Placebo effect is all in the spine - not just the mind
London, Oct 16 (ANI): Solving the mystery of why some people benefit from remedies that do not contain any active pain-relief ingredients, scientists have found that the placebo effect doesn't only lie in the mind.
The new study has suggested that placebos work, in part, by blocking pain signals in the spinal cord from arriving at the brain in the first place.
When patients expect a treatment to be effective the brain area responsible for pain control is activated, causing the release of natural endorphins.
The endorphins send a cascade of instructions down to the spinal cord to suppress incoming pain signals and patients feel better whether or not the treatment had any direct effect.
The sequence of events in the brain closely mirrors the way opioid drugs, such as morphine, work-strengthening the view that the placebo effect is grounded in physiology.
The new finding gives weight to the argument that many established medical treatments derive part of their effectiveness from the patients' expectation that the drugs will make them better.
The latest studies on antidepressants suggest that at least 75 per cent of the benefit comes from the placebo effect.

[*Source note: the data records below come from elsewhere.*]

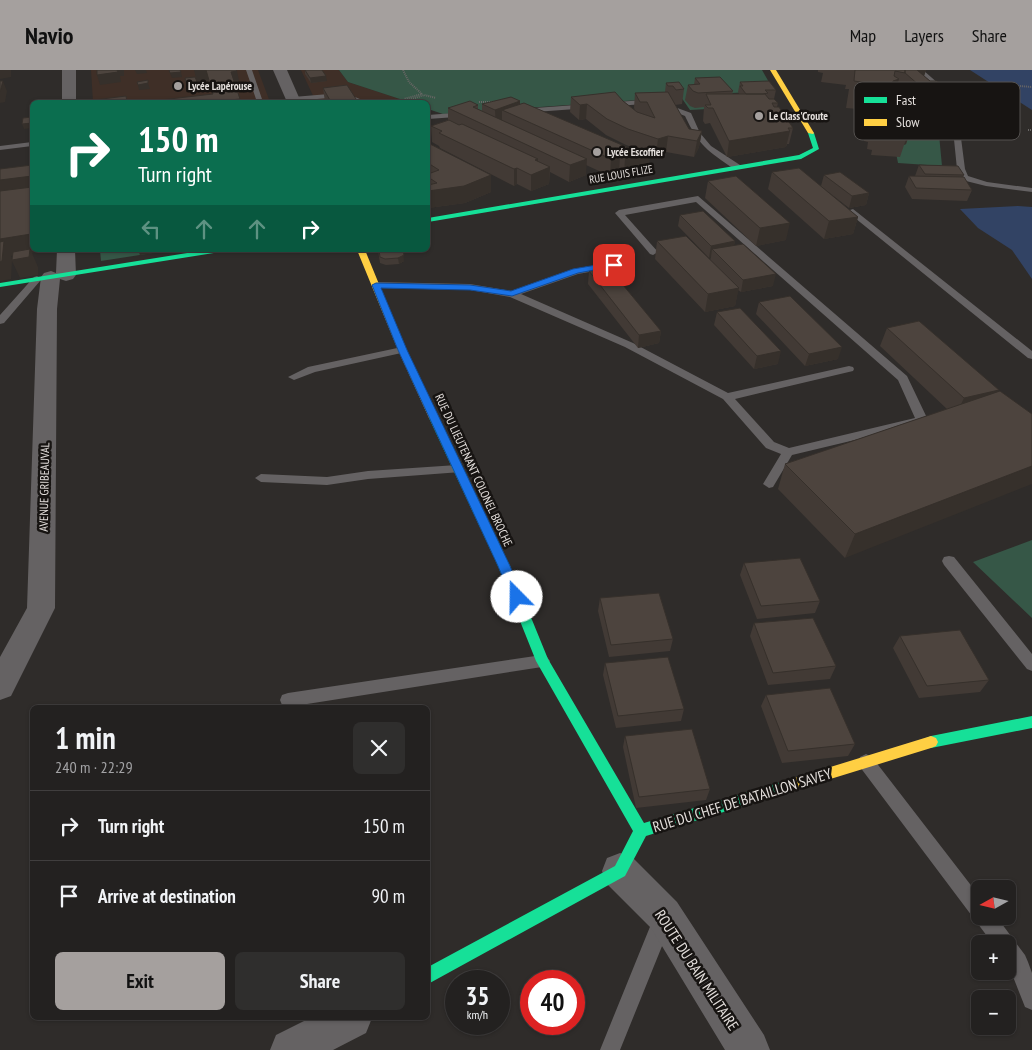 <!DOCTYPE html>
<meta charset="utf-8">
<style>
:root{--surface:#232120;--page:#2f2e2d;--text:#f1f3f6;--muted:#a3a3a5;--line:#403e3e;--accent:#a5a09e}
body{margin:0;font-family:"PT Sans Narrow",sans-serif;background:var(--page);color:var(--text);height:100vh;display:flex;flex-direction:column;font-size:19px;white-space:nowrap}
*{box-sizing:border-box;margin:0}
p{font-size:16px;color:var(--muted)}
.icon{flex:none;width:28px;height:28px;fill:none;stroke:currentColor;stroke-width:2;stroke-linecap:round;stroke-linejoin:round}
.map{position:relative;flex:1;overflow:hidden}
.details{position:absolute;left:30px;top:635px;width:400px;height:315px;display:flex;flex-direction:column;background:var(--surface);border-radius:8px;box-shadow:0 1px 4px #0004,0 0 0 1px var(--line)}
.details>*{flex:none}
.banner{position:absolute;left:30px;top:30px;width:400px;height:152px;border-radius:8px;box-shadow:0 1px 4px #0004,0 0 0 1px var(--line);background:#0b6e4f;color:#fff;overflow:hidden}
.needle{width:32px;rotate:262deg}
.tools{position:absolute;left:971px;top:810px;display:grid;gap:10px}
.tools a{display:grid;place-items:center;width:45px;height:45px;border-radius:8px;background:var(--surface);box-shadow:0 1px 4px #0004,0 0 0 1px var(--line);font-size:25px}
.speed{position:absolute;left:445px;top:900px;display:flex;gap:10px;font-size:25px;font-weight:700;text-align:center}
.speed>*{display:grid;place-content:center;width:65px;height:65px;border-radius:50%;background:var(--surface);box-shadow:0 1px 4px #0004,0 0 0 1px var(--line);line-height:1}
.speed small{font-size:12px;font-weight:400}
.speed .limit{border:8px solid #d22;background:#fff;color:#111}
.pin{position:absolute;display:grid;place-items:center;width:42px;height:42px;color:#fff;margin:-21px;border-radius:10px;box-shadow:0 2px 8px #0006}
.me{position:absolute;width:55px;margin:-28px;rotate:338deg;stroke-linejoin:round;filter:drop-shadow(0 0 4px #0008)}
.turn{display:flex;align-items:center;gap:18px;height:105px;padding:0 25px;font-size:22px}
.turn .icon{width:65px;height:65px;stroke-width:2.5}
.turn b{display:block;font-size:35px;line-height:42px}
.lanes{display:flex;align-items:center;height:48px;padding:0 25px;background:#0003;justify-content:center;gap:25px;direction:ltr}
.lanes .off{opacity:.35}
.round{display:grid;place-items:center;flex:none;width:52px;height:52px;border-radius:8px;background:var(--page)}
.summary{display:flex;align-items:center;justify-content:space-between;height:85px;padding:0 25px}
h1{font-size:30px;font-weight:800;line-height:38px}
.cta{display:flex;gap:10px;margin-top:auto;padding:10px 25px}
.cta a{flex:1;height:58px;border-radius:8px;background:var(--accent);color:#111;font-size:20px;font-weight:800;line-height:58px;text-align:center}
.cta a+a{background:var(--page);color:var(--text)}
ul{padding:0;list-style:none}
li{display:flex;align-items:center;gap:15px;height:70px;padding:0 25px;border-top:1px solid var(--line)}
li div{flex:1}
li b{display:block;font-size:19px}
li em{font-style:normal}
header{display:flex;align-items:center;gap:30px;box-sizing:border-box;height:70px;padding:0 25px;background:var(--accent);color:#111}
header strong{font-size:24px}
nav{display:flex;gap:28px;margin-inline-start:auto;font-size:18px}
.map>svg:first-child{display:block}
.education{fill:#3f2f27}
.green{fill:#365747}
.water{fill:#324364}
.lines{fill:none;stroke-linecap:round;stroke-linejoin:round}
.path{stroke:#696766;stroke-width:2;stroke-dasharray:1 1;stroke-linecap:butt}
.lane{fill:#656263;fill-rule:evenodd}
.street{fill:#656263;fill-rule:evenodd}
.fast{fill:#16e098;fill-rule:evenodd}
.slow{fill:#ffcf43;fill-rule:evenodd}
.wall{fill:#423a35}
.shaded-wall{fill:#36302b;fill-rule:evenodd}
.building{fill:#4d443e;stroke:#36302b}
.route{fill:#1a73e8;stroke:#114b97}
.poi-dot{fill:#a5a09e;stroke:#171412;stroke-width:2}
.labels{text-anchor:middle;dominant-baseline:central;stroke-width:5;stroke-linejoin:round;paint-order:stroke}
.far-poi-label{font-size:11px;font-weight:bold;fill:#e4dfdc;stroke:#171412;text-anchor:start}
.far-street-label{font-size:11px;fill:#e4dfdc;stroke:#171412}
.street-label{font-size:12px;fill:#e4dfdc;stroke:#171412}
.near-street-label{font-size:15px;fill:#e4dfdc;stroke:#171412}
.key{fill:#171412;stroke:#54514f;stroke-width:1}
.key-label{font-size:14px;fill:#e4dfdc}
</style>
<header>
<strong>Navio</strong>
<nav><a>Map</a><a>Layers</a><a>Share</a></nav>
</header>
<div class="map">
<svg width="1032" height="980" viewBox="0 0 1032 980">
<rect width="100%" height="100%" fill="#2f2c2a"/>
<path class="education" d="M91,0H258L270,32H93Z
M301,0H339L348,12L409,32H316Z"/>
<path class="green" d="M339,0H762L774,21L732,23L743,37L690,40L681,27L443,44L428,39V32H409L348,12Z
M902,0L936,33L942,96L898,93L892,62Z
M100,180H172L101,191Z
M1032,470V548L973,492Z"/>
<path class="water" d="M970,0H1032V40Z
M1018,136L1032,137V209L1012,180L978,158L960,139Z"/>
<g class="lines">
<path class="path" d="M403,0L409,12L422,24L404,29L406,31L424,25L436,28
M980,13L1032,17
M479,32H495
M1028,60H1032"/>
<path class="lane" d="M246,0H252L263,32H257Z
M916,0H923L956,29L965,99L968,106L987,112L1032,118V122L986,116L962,110L957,99L950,30Z
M329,24L355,27L367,32L329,28L293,31L290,29L293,27Z
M644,30L661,32L691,43L700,63L711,76L740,95V99H734C708,81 699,76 685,46L658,35L644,34L521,43L517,41L521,39Z
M467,42H470V46L428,49V45Z
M32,72V76L0,80V76Z
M698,126L907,306L928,350L926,353L792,385L773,417L769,418L763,414L781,384L766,378L723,329L625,277L510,227L470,220L376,218L371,215L376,212L470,214L511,221L573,199L614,192L619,195L617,197L578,204L521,224L633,273L728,323L849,296L853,297L854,299L853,301L735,329L774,372L789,378L915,348L898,310L696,132L625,145L658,182L653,185L650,184L615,143L619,140Z
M853,139L1032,281V289L1028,288L850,144V140Z
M37,206L42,209L40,211L4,253L0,254V245L34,207Z
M402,277L406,278L407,280L406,282L315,302L294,310L288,307L308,297Z
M457,395L461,396L463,399L461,402L368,409L327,415L261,412L255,408L261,404L327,407L368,401Z
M949,486L954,487L1032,584V601L1027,599L944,495L942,491L944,487Z
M542,585L547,587L550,591L547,595L542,597L288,637L282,635L280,630L282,625L288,623Z
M866,684L872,687L980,827V846H996L1025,885L1028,892L1032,903V940L1025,937L1008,894V874H993L860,697L858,692L860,687Z
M663,839L670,842L673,849L620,980H600L656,842Z"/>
<path class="street" d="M62,0H76V32H62Z
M273,0H287L301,32H287Z
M57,180H75L76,205L73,209L66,211L60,209L57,239L55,538L11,626L0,630V587L27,538L37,239L41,207L44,203L51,201L56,203Z
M620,783L633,788L677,832L764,965L770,980H725L651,858L607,814L602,801L607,788Z
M310,948H372L366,963L333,980H270L276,965Z"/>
<path class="fast" d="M811,61L814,63L819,79L801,89L428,152V148L799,85L813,78L808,63Z
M206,180H224L220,182L0,217V213Z
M434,345L439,348L510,496L548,589L644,753L785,711L790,712L792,717L790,722L785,723L646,766L625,806L428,914V897L615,796L633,761L536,591L498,496L429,348Z
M1032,646V658L931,678L926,676L924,672L926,668L931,666Z"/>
<path class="slow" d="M770,0H776L814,63L813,64L808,63Z
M357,180H365L406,280L439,348L437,350L434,351L429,348L398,280Z
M931,666L936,668L938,672L936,676L931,678L785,723L780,722L778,717L780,712L785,711Z"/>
</g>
<path class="wall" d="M305,0L327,11L311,13L305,4Z
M818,0H926L924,6L930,11L942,15L939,25L917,26L906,17V23L911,44L915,47L906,74L904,75L900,87L871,85L872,80L867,79L868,72L864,71V68L860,67L861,61L855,60L858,39L846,38L849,19H845L846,15L821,12L823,3L818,2Z
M695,8L733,21L732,24H739L738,22L740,12L776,20L774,29L778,33L777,37L793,58L789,74H787L786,77L727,87L710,53L705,54L703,51L704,37L695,38L690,36L685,30L688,15H694Z
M666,13L684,19L682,34L675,35L689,59L702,61L699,77L694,87L666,82L656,85L626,75L606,65L586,49L579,50L570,42L571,27L623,31L635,40L634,38L635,23L665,22Z
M323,18L358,32H325Z
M938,28L954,46L956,51L954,56L938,55V48L936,33Z
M524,33L649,101L624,105L619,102L610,106L586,95V105L569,112L550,102L549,114L531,121L517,114L514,116L440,78L439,76L432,72L431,56L448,50V38L478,35V39L482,41V34H520Z
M428,73L491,105V122L465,133L428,138Z
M919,95L964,105L963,107L972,120L967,131L912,129L905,117L909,106H915Z
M772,102L821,116L824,105L869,123L866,135L849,138L822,117L858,147L853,164L824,169L768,119Z
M708,111L786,170L756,176L705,128Z
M680,145L735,171L734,175L773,216L741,222L738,220L735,236L705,242L655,189L657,171L710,190L711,187L709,188L678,156Z
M378,180L404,191L399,194L386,195L380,193Z
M589,201L661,261L659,273L638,278L588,214Z
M759,232L838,289L805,296L756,244Z
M717,242L778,294L754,299L714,255Z
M887,258L998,322L845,488L778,419L785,394L947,339L880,276Z
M744,493L820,531L815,543L757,549L740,505Z
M600,528L673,569L670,581L609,587L598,541Z
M754,553L836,596L830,609L768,615L750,566Z
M900,566L989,610L980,622L919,628L893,578Z
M605,593L684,639L681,651L616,658L603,605Z
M766,625L855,674L848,686L782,693L761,636Z
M625,666L710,719L706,730L636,738L623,677Z"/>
<path class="shaded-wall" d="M0,0H11V7L0,9Z
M117,0H124V6H120L121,12L100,15L97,5Z
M135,0H146L147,3L137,4Z
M194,0H206L211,18L199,20Z
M917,0H926L923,9Z
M237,1L241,20L236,21L231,2Z
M181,2L182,7L172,8L170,3Z
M326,6L327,11L311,13L310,8Z
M899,9L891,35L893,11Z
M3,11L7,21L5,32L0,33V22Z
M148,13L150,19L139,20L138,15Z
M198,14L199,20L188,21L187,16Z
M912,27L904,55L905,32Z
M240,29L241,32H210Z
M520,31V47L502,40V53L496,56L495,40Z
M587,34L586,49L579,50L580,35Z
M915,47L906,74L904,75L910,59V49Z
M32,53V58L24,59L22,54Z
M702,61L699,77L694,87L697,71Z
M790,61L786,77L727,87L729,71Z
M668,66L666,82L656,85L658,69Z
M650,84L649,101L624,105L625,88Z
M620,86L619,102L610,106L611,89Z
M538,89V102L550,97L549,114L531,121V105L535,90Z
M587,89L586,105L569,112L570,95Z
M517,98V114L514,116V99Z
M491,105V122L465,133L428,138V121Z
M32,106V123L0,128V110Z
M869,123L866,135L849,138L852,126Z
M858,147L853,164L824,169L829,151Z
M790,153L786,170L756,176L760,158Z
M32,159V180H39V181L32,183L38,197V205L20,208L12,191L11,209L0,211V169ZM30,183L12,189L11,186Z
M735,171L733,183L712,179L711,187L709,188L711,176Z
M138,180H155L156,183L140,185Z
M403,180L404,191L399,194L398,188Z
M776,204L773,216L741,222L743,210Z
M739,218L735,236L705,242L708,224Z
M661,261L659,273L638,278L639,265Z
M842,277L838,289L805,296L809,284Z
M781,281L778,294L754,299L757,286Z
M999,320L989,339L955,347L964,328Z
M1032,396V414L845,488L855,464Z"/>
<path class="building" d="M97,0H117L118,2L97,5Z
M169,0H180L181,2L170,3Z
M206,0H236L237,1L231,2L240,29L210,32H143L213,24Z
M305,0H322L326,6L310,8Z
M855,0H905V3L895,1L894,6L899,9L893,11L892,15L906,16V23L912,27L905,32V37L912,38L911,44L915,47L910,49V59L880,57L881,52L876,51V44L872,43V40H868L869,34L863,33L865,15H868L867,13L854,11Z
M905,0H919H917L930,11H937L942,15L920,16L904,2L905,3Z
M195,7L198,14L187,16L185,8Z
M720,7L733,21L698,23L693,21L688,15L700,14L695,8Z
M148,10V13L138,15L137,12Z
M0,11H3L0,22Z
M769,11L776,20H765L768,23L763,24H746L740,16H743L740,12Z
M679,12L684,19L676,20L673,16H668L666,13Z
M347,15L358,32H331L323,18Z
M615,22L623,31L637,42L655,48L647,32H640L635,23L668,22L689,59L702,61L697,71L668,66L658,69L628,59L607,49L587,34L580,35L571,27Z
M706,24H765L769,29H774L778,33H772L774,37H779L793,58H788L790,61L729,71L713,38H708L705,35H711Z
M126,26L127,32H94V30Z
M511,27L520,31L495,40L482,34Z
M384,31L386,32H371Z
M470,31L478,35L473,37L587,89L570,95L448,38Z
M524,33L636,81L639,80L650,84L625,88L620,86L611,89L502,40Z
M32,47V53L22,54L23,48Z
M449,50L459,55L462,54L538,89L535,90L550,97L531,105L517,98L514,99L439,63L442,61L431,56Z
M428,73L491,105L464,116L428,121V115L437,113L428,107V104L439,100L428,93Z
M32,95V106L0,110V99Z
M919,95L958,96L964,105L925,104Z
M799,98L858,147L829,151L772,102Z
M840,102L869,123L852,126L824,105Z
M736,106L790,153L760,158L708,111Z
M909,106L964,107L972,120L916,118Z
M32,117V159L31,164L0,169V121Z
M703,141L735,171L711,176L680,145Z
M686,166L739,218L708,224L657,171Z
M4,171L2,191L0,192V172Z
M743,174L776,204L743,210L712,179Z
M30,179L29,187L12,190L13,182Z
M379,180H403L404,185L398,188L385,189L380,187Z
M609,198L661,261L639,265L589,201Z
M790,226L842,277L809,284L759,232Z
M740,238L781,281L757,286L717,242Z
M919,251L999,320L964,328L887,258Z
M1000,321L1032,344V396L855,464L785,394Z
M800,488L820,531L761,536L744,493Z
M659,523L673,569L611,575L600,528Z
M813,548L836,596L773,603L754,553Z
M960,560L989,610L927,616L900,566Z
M668,587L684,639L618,646L605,593Z
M830,618L855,674L788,681L766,625Z
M692,659L710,719L639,727L625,666Z"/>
<path class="route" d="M614,192L618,195L616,196L578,203L512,226L470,220L381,218L407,280L510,496L523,527L517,532L511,527L498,496L398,280L372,215L376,213L470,215L511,221L573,199Z"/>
<g class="poi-dot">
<circle cx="178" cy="16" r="5"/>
<circle cx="759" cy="46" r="5"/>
<circle cx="597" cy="82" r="5"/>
</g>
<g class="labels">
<g class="far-poi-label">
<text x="188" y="16">Lycée Lapérouse</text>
<text x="769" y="46">Le Class'Croute</text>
<text x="607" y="82">Lycée Escoffier</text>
</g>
<g class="far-street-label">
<text transform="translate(621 104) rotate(-10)">RUE LOUIS FLIZE</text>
</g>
<g class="street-label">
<text transform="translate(474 400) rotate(65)">RUE DU LIEUTENANT COLONEL BROCHE</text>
<text transform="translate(44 417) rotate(-89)">AVENUE GRIBEAUVAL</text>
</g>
<g class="near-street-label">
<text transform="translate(742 730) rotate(-17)">RUE DU CHEF DE BATAILLON SAVEY</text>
<text transform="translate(697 900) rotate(57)">ROUTE DU BAIN MILITAIRE</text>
</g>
</g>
<rect x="854" y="12" width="166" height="58" rx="8" class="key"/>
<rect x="864" y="27" width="23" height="6" fill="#16e098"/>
<rect x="864" y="49" width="23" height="7" fill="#ffcf43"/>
<g class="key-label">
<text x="896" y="35">Fast</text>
<text x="896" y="57">Slow</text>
</g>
</svg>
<div class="tools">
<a><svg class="needle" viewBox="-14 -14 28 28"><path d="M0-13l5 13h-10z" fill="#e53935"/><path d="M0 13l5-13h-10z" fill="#a3a3a5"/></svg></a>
<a>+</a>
<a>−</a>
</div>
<div class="speed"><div>35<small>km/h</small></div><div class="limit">40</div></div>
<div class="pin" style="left:614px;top:195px;background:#d93025"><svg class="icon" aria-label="arrive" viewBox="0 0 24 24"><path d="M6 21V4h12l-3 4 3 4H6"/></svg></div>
<svg class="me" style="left:517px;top:527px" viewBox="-20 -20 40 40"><circle r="19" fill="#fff"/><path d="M0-13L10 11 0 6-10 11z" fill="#1a73e8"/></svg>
<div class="banner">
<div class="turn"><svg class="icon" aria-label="right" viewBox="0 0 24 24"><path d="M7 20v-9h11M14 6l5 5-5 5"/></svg><div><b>150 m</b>Turn right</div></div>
<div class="lanes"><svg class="icon off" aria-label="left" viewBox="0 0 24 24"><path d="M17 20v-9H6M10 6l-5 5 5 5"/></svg><svg class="icon off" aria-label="ahead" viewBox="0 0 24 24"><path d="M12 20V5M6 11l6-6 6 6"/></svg><svg class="icon off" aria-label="ahead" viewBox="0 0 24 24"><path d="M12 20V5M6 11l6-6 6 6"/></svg><svg class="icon" aria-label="right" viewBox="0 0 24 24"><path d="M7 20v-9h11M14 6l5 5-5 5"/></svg></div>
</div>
<section class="details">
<div class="summary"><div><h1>1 min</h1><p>240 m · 22:29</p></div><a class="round"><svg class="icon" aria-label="close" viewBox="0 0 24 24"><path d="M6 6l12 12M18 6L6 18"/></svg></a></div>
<ul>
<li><svg class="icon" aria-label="right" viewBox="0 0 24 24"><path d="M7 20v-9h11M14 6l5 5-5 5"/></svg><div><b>Turn right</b></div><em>150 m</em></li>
<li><svg class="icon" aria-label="arrive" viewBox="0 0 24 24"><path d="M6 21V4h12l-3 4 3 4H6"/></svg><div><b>Arrive at destination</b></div><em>90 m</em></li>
</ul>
<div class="cta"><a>Exit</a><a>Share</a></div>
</section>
</div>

Doctors also observe that patients report feeling better only days after being prescribed antidepressants, even though the direct effects take several weeks to kick in.
In the study, the researchers used functional magnetic resonance imaging (MRI) to scan the spinal cords of 15 healthy volunteers, focussing on an area called the dorsal horn, which transmits pain signals coming up through the spinal cord into the pain-related areas in the brain.
During the scan, the volunteers received laser "pinpricks" to their hands.
The volunteers were told that a pain-relief cream had been applied to one of their hands and a control cream to the other.
However, without informing the volunteers, an identical control cream was administered to both hands.
When people believed that they had received the active cream, they reported feeling 25 per cent less pain and showed significantly reduced activity in the spinal cord pathway that processes pain.
"We've shown that psychological factors can influence pain at the earliest stage of the central nervous system, in a similar way to drugs like morphine," Times Online quoted Falk Eippert, of the University Medical Centre Hamburg-Eppendorf, who led the study, as saying.